* [Exercise requirements]:
The expected output is each line in the data below that includes the string "tools".

■ ■ ■ ■ ■ ■ ■

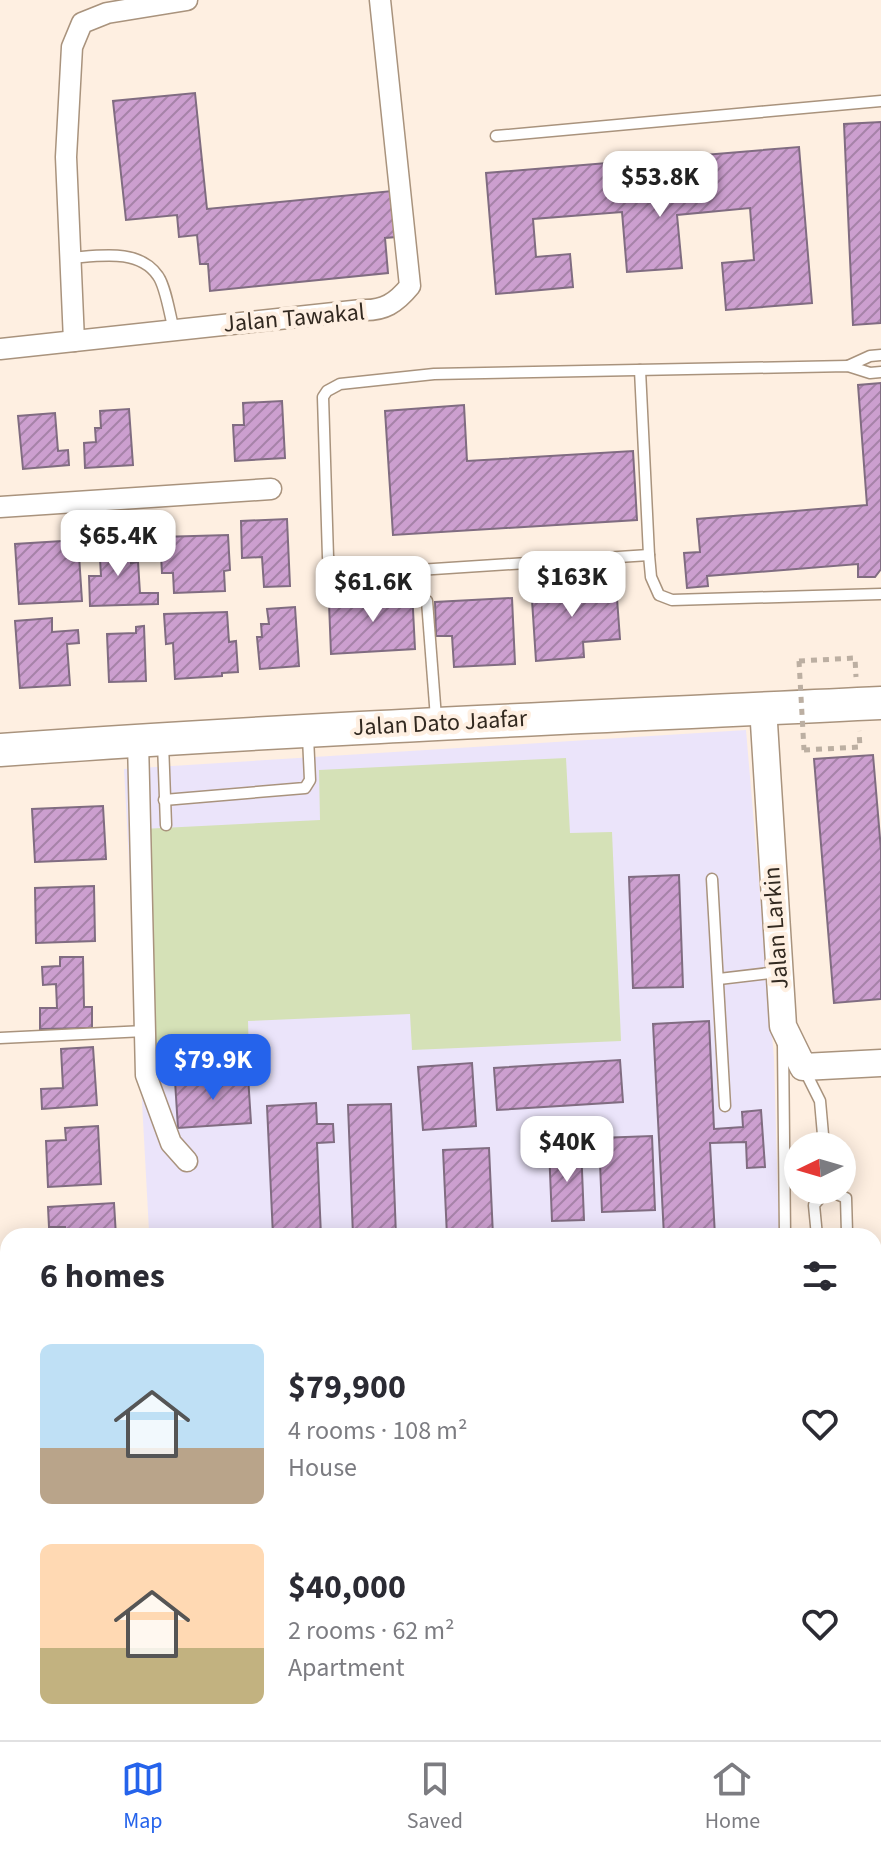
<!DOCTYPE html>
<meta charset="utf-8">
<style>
:root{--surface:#fff;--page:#f7f7f7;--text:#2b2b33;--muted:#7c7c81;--line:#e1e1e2;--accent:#2563eb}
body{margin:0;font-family:"Source Sans 3",sans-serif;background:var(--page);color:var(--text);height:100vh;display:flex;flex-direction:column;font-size:30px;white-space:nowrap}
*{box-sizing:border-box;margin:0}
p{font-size:26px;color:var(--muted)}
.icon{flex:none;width:44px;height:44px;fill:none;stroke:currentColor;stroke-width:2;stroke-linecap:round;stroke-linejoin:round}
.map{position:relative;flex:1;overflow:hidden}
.panel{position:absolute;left:0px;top:1228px;width:882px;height:512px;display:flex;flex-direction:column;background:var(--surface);border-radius:24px 24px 0 0;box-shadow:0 4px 20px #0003}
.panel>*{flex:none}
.needle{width:52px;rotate:265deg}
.tools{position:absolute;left:784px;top:1132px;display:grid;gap:16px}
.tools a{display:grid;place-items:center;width:72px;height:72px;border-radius:50%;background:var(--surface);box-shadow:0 4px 20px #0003;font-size:40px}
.price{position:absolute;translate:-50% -68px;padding:0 18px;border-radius:16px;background:#fff;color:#222;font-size:26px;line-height:52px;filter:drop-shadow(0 2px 4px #0008)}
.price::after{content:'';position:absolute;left:50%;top:48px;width:24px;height:18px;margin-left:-12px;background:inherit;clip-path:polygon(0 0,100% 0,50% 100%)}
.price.current{background:var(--accent);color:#fff}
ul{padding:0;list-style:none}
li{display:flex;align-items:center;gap:24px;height:200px;padding:0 40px}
li span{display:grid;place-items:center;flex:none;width:224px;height:160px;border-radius:12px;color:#555}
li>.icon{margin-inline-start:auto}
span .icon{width:96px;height:96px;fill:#fffc;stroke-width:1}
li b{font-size:34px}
h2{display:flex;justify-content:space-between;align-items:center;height:96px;padding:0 40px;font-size:34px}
.menu{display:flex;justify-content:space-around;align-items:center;height:112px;border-top:2px solid var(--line);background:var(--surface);font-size:22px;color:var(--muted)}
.menu a{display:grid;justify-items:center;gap:4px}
.menu .current{color:var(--accent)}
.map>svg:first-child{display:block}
</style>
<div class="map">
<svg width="881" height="1740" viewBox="0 0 881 1740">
<defs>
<pattern id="building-hatch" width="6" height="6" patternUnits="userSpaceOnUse" patternTransform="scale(2)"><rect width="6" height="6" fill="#cc9fcf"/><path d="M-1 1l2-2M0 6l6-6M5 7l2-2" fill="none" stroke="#a682a8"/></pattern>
</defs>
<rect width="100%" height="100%" fill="#feefe1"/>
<!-- education -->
<polygon fill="#ebe4fa" points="746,730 774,1058 779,1236 156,1236 149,1231 124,769"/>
<!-- green -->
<polygon fill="#d5e1b7" points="566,758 570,833 612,832 621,1041 412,1050 410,1014 248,1021 249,1055 153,1060 142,829 320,820 319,770"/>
<!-- building -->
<g fill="url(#building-hatch)" stroke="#806c81" stroke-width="2">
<polygon points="195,93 207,209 392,191 396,237 385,238 388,273 210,291 208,264 200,264 197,235 179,237 177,215 126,220 113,101"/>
<polygon points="881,122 881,323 853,325 844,124"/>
<polygon points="799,147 812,303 726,310 722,263 754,260 750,208 677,215 682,268 627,272 622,212 533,219 536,257 570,254 573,287 496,294 486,173"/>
<polygon points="881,383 881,569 875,577 858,577 858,564 707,576 708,586 687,588 684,553 700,552 697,519 867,505 858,385"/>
<polygon points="282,401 285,458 235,461 233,425 244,425 243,403"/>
<polygon points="464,405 467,461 633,451 637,520 393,535 385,411"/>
<polygon points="129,409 133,465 85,468 84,443 96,442 95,428 101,428 100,411"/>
<polygon points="55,413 58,451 68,450 69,465 23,469 18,416"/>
<polygon points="287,519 290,586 264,587 262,557 242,558 241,521"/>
<polygon points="228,535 230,570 224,571 225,591 174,593 173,573 162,573 160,537"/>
<polygon points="78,540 82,601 19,604 15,544"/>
<polygon points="130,540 131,563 138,562 140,593 158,593 158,604 90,606 89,576 101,576 99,541"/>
<polygon points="570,582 571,593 598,591 598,586 616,585 620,639 583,642 584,657 536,661 531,585"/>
<polygon points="412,590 415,649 331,654 329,603 380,600 379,591"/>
<polygon points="512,598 515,664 454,667 452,636 436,636 435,602"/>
<polygon points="295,607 299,666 260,669 257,637 262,637 261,624 269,624 267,609"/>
<polygon points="227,612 229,642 236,641 238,672 222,673 222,676 175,679 173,643 166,644 164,614"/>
<polygon points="52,618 52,632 78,630 79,643 67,644 70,685 20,688 15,621"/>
<polygon points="144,626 146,681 109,682 107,634 136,633 136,627"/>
<polygon points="873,755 881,850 881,999 834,1003 814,759"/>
<polygon points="103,806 106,859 35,862 32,809"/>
<polygon points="679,875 683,987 633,988 629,877"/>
<polygon points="94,886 95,941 36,943 35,888"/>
<polygon points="60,957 83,957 84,1007 92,1007 92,1028 40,1029 40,1008 57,1008 56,984 43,985 42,967 60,966"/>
<polygon points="709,1021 714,1129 743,1127 742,1112 761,1110 765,1167 747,1168 746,1142 710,1143 715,1236 664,1236 653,1024"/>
<polygon points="93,1047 97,1105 42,1109 41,1089 63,1088 61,1049"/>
<polygon points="620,1060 623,1102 497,1110 494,1068"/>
<polygon points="472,1063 476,1126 423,1130 418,1067"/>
<polygon points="248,1076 251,1123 178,1128 175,1081"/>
<polygon points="316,1103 317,1124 333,1124 334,1142 317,1143 321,1236 273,1236 267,1106"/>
<polygon points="391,1104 396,1236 353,1236 348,1105"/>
<polygon points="98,1126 101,1184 48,1187 46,1141 66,1140 65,1128"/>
<polygon points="652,1136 655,1210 602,1212 599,1138"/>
<polygon points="581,1146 584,1220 552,1221 549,1148"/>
<polygon points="489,1148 493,1236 447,1236 443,1150"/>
<polygon points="114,1203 116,1236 66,1236 65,1227 49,1227 48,1207"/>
<polygon points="8,1509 8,1542 0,1532 0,1515"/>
<polygon points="874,1611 881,1611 881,1740 859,1740 859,1732 874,1732"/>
<polygon points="874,1611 881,1611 881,1740 859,1740 859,1732 874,1732"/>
<polygon points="8,1660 8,1732 67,1732 57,1740 6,1740 0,1733 0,1667"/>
<polygon points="295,1732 741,1732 741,1740 294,1740"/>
<polygon points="295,1732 397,1732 396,1740 294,1740"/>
<rect x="640" y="1732" width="101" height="8"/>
</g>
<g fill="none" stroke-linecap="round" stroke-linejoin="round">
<defs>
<g id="service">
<polyline points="496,136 881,101"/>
<path d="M70,258C99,256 139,248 158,276C166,287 170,317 174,330"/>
<polyline points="848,366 870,356 881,355"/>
<polyline points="640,370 649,555 651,577 659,595 672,600 881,594"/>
<polyline points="649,555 342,575 335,571 328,557 323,397 327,391 340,384 434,374 848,366 870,373 881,372"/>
<polyline points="427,601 436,718"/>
<polyline points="163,743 166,825"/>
<polyline points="164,800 305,788 310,780 308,737"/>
<polyline points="712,879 725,1106"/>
<polyline points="719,979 778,972"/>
<polyline points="0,1038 145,1031"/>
<polyline points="783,1044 785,1236"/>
<polyline points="804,1069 820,1101 824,1146"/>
<polyline points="817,1236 814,1205 827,1190 846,1198 847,1233 844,1236"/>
<polyline points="0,1352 8,1351"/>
<polyline points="874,1499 881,1499"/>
<polyline points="267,1732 268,1740"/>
</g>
<g id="minor">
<polyline points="74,341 66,157 72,47 82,23 107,13 187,0"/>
<path d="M0,349L362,310C384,311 396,303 410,286L380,0"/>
<polyline points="0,507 271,489"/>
<polyline points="138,741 146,1075 171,1143 187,1161"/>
</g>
<polyline id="tertiary" points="763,707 783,1026 803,1067 881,1063"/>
<path id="primary" d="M0,750C293,729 587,717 881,703"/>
</defs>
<!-- service casing -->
<use href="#service" stroke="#a9937d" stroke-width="13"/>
<!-- minor casing -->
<use href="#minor" stroke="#a9937d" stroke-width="23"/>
<!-- tertiary casing -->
<use href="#tertiary" stroke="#a9937d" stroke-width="29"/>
<!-- primary casing -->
<use href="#primary" stroke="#a9937d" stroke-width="35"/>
<!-- path -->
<g stroke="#bcafa2" stroke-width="5" stroke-dasharray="6 6" stroke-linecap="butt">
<polyline points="799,661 855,658 856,677"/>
<polyline points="804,750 860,747 859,731"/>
</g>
<!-- service -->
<use href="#service" stroke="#fff" stroke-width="10"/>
<!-- minor -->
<use href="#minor" stroke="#fff" stroke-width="20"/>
<!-- tertiary -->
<use href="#tertiary" stroke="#fff" stroke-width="26"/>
<!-- primary -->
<use href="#primary" stroke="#fff" stroke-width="32"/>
<!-- path-bridge -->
<polyline stroke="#bcafa2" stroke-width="5" stroke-dasharray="6 6" stroke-linecap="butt" points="799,661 804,750"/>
</g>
<g text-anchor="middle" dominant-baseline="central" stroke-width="8" stroke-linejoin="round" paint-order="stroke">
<!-- street labels -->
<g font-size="24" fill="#322920" stroke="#feefe1">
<text transform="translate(294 318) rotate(-5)">Jalan Tawakal</text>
<text transform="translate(440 723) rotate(-3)">Jalan Dato Jaafar</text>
<text transform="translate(776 928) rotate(-94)">Jalan Larkin</text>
</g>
</g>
</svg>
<div class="tools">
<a><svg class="needle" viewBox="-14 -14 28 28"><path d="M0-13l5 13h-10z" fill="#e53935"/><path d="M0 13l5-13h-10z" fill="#7c7c81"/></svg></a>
</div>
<b class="price" style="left:660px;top:219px">$53.8K</b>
<b class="price" style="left:118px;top:578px">$65.4K</b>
<b class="price" style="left:572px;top:619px">$163K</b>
<b class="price" style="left:373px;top:624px">$61.6K</b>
<b class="price current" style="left:213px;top:1102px">$79.9K</b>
<b class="price" style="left:567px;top:1184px">$40K</b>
<section class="panel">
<h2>6 homes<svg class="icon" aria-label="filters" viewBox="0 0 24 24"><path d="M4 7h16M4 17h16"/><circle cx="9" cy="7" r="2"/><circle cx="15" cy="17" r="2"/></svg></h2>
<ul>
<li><span style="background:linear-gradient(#bfe0f5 65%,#b9a48a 0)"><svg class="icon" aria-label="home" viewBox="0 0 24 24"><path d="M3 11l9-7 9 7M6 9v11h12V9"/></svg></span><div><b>$79,900</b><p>4 rooms · 108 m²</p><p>House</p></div><svg class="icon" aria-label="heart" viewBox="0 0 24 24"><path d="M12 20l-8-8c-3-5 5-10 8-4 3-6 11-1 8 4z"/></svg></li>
<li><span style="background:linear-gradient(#ffd9b3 65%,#c2b280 0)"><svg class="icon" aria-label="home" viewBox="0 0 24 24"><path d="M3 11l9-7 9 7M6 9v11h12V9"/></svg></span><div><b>$40,000</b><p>2 rooms · 62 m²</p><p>Apartment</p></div><svg class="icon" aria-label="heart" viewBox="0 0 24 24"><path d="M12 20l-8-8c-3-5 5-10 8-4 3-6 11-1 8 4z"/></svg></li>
</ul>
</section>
</div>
<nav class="menu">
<a class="current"><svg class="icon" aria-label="map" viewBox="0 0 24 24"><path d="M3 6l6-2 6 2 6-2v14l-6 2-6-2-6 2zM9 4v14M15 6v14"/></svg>Map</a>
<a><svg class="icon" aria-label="saved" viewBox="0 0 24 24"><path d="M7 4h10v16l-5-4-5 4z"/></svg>Saved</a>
<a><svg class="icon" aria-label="home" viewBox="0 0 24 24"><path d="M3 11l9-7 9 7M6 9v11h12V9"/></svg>Home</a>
</nav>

■ ■ ■ ■ ■ ■ ■

* [Solution to the problem]:
.tools{position:absolute;left:784px;top:1132px;display:grid;gap:16px}
.tools a{display:grid;place-items:center;width:72px;height:72px;border-radius:50%;background:var(--surface);box-shadow:0 4px 20px #0003;font-size:40px}
<div class="tools">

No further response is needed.